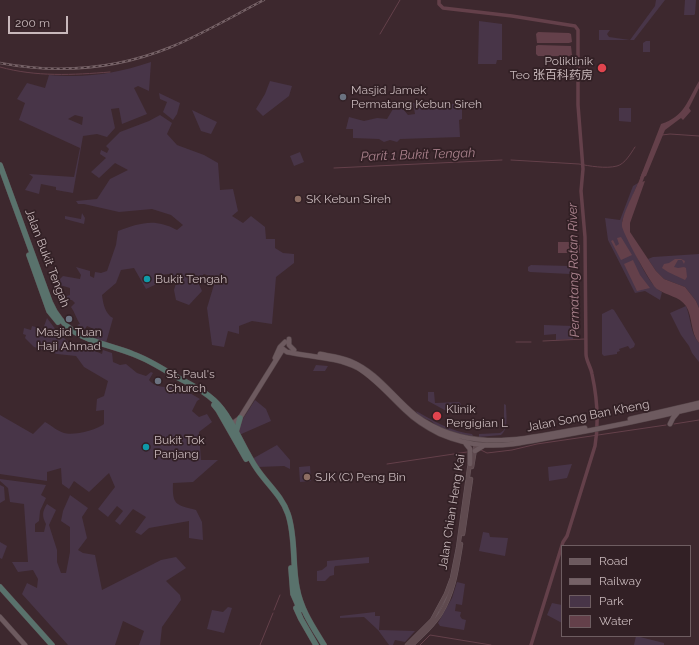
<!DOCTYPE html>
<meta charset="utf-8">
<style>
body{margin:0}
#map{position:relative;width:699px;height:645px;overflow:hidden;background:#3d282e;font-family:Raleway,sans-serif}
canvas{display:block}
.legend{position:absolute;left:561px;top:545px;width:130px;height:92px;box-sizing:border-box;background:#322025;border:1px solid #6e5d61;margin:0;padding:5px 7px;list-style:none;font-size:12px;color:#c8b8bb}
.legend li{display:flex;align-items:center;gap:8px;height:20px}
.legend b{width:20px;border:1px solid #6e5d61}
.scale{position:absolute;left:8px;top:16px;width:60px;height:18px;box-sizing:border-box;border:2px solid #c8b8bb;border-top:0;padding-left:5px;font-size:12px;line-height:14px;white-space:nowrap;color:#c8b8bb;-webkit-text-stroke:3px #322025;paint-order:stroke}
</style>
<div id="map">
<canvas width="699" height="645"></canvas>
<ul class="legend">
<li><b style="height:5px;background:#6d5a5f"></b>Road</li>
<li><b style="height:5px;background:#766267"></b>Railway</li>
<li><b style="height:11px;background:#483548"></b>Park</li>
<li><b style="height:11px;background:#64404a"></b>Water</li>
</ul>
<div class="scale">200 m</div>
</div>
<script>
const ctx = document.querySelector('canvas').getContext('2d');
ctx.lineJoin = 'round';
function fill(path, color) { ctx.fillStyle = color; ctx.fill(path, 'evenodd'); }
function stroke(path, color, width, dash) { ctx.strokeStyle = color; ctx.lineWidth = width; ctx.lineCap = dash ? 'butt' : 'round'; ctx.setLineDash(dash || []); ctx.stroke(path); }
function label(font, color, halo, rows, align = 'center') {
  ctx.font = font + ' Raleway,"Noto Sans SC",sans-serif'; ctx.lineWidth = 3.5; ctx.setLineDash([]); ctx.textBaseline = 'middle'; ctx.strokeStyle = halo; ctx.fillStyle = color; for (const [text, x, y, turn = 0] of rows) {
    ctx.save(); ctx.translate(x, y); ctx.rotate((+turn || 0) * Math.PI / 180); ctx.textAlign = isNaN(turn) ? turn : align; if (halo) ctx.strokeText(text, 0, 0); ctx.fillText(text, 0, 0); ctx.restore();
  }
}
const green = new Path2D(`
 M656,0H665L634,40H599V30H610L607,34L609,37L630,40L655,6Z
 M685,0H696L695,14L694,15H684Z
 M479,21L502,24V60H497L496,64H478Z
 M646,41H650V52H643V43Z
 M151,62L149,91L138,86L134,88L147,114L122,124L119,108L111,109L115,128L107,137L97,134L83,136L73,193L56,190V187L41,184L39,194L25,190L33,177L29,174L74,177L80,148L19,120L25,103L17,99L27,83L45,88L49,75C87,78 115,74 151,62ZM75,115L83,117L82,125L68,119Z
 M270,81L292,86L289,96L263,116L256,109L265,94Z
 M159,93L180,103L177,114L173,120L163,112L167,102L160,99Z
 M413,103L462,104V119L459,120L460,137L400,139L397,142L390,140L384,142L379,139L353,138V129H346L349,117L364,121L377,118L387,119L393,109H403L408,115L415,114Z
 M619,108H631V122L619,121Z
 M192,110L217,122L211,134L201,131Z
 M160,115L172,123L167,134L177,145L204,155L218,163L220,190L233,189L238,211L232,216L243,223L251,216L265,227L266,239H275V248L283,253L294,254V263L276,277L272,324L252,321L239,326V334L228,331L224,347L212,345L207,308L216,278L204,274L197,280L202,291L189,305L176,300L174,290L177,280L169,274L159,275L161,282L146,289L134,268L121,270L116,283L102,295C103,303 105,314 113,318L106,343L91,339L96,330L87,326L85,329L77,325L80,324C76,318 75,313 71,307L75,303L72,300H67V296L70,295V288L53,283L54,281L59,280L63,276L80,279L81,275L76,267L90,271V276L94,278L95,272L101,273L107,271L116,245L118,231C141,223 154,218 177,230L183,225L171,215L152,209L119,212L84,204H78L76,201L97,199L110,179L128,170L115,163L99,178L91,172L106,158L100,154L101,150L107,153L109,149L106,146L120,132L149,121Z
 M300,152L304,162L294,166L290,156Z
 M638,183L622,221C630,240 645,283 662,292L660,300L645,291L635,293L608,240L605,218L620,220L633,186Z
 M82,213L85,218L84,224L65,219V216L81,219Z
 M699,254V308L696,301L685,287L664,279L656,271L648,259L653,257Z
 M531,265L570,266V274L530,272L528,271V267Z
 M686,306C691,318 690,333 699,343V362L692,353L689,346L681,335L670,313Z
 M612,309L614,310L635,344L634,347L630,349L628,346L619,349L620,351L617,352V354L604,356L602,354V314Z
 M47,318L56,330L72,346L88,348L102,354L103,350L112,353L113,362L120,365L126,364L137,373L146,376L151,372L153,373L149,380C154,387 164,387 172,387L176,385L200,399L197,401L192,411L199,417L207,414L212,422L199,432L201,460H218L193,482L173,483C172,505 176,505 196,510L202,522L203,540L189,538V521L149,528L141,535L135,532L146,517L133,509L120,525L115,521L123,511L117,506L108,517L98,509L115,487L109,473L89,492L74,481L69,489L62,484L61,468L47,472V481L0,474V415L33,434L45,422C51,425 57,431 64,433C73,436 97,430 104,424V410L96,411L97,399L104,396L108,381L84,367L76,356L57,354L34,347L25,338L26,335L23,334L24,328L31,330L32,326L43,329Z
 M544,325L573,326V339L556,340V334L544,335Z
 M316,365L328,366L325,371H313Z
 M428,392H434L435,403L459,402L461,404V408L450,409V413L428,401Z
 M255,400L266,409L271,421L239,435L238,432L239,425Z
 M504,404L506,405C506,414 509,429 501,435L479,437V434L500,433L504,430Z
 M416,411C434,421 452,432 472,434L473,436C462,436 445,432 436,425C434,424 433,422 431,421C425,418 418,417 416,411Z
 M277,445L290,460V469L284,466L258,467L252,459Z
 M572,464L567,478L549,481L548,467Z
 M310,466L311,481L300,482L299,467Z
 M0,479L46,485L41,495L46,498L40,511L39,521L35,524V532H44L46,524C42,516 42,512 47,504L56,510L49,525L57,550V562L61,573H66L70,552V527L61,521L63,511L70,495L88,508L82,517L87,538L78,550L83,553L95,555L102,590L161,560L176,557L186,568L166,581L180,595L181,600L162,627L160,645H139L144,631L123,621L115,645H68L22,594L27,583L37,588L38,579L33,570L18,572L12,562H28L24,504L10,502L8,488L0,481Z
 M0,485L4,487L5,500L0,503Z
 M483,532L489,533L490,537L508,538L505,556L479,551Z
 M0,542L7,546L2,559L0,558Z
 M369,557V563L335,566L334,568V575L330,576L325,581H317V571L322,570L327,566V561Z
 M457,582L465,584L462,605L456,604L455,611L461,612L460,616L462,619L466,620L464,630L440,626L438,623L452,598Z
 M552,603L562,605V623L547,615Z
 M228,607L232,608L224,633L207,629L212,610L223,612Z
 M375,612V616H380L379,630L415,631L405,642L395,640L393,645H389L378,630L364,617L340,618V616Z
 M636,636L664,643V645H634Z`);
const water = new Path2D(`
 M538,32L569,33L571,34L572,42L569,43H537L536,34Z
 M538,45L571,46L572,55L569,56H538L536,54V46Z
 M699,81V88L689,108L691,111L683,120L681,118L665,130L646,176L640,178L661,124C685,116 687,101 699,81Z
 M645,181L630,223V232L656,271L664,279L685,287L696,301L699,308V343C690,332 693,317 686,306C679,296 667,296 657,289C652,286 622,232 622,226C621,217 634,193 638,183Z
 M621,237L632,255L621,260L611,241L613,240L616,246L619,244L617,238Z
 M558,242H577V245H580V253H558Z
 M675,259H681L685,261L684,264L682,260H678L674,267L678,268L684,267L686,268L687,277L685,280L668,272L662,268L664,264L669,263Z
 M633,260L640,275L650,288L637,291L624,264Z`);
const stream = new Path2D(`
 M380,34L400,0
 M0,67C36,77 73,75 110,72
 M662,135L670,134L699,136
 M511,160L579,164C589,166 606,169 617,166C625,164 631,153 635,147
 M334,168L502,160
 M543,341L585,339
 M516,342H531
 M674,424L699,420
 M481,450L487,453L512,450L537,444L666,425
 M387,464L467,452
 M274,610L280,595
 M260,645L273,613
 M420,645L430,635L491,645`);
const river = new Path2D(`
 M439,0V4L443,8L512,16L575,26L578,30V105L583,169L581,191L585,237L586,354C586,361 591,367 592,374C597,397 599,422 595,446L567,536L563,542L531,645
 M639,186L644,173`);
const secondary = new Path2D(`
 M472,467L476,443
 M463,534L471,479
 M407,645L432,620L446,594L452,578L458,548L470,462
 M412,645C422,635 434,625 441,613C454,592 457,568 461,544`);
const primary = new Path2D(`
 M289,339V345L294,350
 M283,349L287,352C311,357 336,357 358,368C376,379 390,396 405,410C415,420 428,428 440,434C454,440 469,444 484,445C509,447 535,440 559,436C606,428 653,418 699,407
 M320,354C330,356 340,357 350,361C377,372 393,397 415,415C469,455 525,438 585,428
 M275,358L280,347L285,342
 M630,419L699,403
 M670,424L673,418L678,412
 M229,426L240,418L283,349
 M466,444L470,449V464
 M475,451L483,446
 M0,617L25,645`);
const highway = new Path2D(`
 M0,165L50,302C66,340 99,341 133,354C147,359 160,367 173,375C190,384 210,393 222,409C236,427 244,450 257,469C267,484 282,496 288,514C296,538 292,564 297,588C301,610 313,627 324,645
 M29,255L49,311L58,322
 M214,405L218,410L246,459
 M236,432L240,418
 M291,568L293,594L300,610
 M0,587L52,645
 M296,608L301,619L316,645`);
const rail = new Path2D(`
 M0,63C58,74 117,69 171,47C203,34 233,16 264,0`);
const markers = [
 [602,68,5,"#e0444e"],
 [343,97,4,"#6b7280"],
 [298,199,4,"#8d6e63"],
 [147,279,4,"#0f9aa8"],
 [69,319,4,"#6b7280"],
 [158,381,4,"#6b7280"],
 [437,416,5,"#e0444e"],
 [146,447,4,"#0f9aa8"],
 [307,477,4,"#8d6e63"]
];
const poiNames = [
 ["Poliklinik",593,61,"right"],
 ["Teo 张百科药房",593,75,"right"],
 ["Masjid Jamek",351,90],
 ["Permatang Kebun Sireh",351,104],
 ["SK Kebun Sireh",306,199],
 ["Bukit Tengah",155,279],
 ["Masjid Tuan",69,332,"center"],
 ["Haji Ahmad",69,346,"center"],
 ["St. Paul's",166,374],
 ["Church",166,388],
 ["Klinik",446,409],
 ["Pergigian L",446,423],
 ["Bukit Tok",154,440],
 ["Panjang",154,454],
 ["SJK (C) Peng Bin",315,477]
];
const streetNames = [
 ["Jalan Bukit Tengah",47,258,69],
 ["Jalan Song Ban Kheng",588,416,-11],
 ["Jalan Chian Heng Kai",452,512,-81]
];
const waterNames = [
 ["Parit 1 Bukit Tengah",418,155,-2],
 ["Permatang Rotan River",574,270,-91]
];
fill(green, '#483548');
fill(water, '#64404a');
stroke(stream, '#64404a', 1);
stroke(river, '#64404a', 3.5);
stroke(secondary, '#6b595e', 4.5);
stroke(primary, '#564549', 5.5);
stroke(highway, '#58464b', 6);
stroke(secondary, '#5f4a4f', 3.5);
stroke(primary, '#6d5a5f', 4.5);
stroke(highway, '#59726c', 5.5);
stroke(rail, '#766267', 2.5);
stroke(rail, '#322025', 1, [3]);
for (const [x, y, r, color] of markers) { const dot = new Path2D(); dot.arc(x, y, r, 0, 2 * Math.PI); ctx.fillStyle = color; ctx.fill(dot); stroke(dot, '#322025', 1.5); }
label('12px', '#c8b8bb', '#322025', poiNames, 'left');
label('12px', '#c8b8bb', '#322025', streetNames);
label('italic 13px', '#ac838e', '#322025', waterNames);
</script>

• [AIM OF THE EXERCISE] Whenever "lineWidth" shows up in a line of the listing, copy that whole line.

• [ANSWER SPACE]
function stroke(path, color, width, dash) { ctx.strokeStyle = color; ctx.lineWidth = width; ctx.lineCap = dash ? 'butt' : 'round'; ctx.setLineDash(dash || []); ctx.stroke(path); }
  ctx.font = font + ' Raleway,"Noto Sans SC",sans-serif'; ctx.lineWidth = 3.5; ctx.setLineDash([]); ctx.textBaseline = 'middle'; ctx.strokeStyle = halo; ctx.fillStyle = color; for (const [text, x, y, turn = 0] of rows) {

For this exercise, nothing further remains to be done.